▶ _Aim of the exercise_
All that is needed is the line containing "I am building" together with each line after it, transcribed exactly to the end of the records.

▶ _Source data_

>>>

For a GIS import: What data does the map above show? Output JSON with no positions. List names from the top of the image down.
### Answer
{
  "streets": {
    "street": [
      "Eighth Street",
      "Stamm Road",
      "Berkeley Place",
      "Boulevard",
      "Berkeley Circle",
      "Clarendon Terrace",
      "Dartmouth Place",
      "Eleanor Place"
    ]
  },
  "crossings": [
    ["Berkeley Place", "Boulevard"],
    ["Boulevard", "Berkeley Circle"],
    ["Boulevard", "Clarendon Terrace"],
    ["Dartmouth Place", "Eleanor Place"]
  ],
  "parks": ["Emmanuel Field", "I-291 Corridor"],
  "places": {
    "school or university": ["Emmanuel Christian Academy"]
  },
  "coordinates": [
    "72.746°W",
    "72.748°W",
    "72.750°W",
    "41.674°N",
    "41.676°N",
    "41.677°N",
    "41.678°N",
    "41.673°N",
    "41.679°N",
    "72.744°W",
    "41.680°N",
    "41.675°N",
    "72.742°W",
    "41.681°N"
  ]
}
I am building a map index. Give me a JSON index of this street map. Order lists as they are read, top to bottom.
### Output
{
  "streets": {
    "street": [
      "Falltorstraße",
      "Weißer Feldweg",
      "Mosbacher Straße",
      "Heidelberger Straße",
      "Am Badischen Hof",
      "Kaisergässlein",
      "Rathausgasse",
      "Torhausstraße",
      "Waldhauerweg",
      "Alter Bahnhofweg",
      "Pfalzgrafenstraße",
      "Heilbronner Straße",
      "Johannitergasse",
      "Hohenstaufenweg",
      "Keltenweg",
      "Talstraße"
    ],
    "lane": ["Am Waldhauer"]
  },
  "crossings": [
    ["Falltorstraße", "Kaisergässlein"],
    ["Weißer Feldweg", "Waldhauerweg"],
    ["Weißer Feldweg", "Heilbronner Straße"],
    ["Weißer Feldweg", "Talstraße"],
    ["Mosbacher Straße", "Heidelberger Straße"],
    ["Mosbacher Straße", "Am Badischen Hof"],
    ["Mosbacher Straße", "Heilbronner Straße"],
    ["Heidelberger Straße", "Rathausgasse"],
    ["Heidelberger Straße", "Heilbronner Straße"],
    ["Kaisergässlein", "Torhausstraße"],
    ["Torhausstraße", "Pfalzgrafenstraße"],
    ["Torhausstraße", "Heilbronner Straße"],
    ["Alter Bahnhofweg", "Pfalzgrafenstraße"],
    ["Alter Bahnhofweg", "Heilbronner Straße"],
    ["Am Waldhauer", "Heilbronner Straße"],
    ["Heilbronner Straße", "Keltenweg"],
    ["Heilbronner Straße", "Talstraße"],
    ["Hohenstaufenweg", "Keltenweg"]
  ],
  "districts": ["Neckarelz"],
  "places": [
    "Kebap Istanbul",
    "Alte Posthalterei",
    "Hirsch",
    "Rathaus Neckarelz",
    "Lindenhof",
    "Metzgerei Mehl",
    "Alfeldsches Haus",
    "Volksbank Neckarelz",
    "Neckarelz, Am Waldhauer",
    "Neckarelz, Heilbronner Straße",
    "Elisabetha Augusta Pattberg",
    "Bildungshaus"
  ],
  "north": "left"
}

<<<

▶ _Response area_
I am building a map index. Give me a JSON index of this street map. Order lists as they are read, top to bottom.
### Output
{
  "streets": {
    "street": [
      "Falltorstraße",
      "Weißer Feldweg",
      "Mosbacher Straße",
      "Heidelberger Straße",
      "Am Badischen Hof",
      "Kaisergässlein",
      "Rathausgasse",
      "Torhausstraße",
      "Waldhauerweg",
      "Alter Bahnhofweg",
      "Pfalzgrafenstraße",
      "Heilbronner Straße",
      "Johannitergasse",
      "Hohenstaufenweg",
      "Keltenweg",
      "Talstraße"
    ],
    "lane": ["Am Waldhauer"]
  },
  "crossings": [
    ["Falltorstraße", "Kaisergässlein"],
    ["Weißer Feldweg", "Waldhauerweg"],
    ["Weißer Feldweg", "Heilbronner Straße"],
    ["Weißer Feldweg", "Talstraße"],
    ["Mosbacher Straße", "Heidelberger Straße"],
    ["Mosbacher Straße", "Am Badischen Hof"],
    ["Mosbacher Straße", "Heilbronner Straße"],
    ["Heidelberger Straße", "Rathausgasse"],
    ["Heidelberger Straße", "Heilbronner Straße"],
    ["Kaisergässlein", "Torhausstraße"],
    ["Torhausstraße", "Pfalzgrafenstraße"],
    ["Torhausstraße", "Heilbronner Straße"],
    ["Alter Bahnhofweg", "Pfalzgrafenstraße"],
    ["Alter Bahnhofweg", "Heilbronner Straße"],
    ["Am Waldhauer", "Heilbronner Straße"],
    ["Heilbronner Straße", "Keltenweg"],
    ["Heilbronner Straße", "Talstraße"],
    ["Hohenstaufenweg", "Keltenweg"]
  ],
  "districts": ["Neckarelz"],
  "places": [
    "Kebap Istanbul",
    "Alte Posthalterei",
    "Hirsch",
    "Rathaus Neckarelz",
    "Lindenhof",
    "Metzgerei Mehl",
    "Alfeldsches Haus",
    "Volksbank Neckarelz",
    "Neckarelz, Am Waldhauer",
    "Neckarelz, Heilbronner Straße",
    "Elisabetha Augusta Pattberg",
    "Bildungshaus"
  ],
  "north": "left"
}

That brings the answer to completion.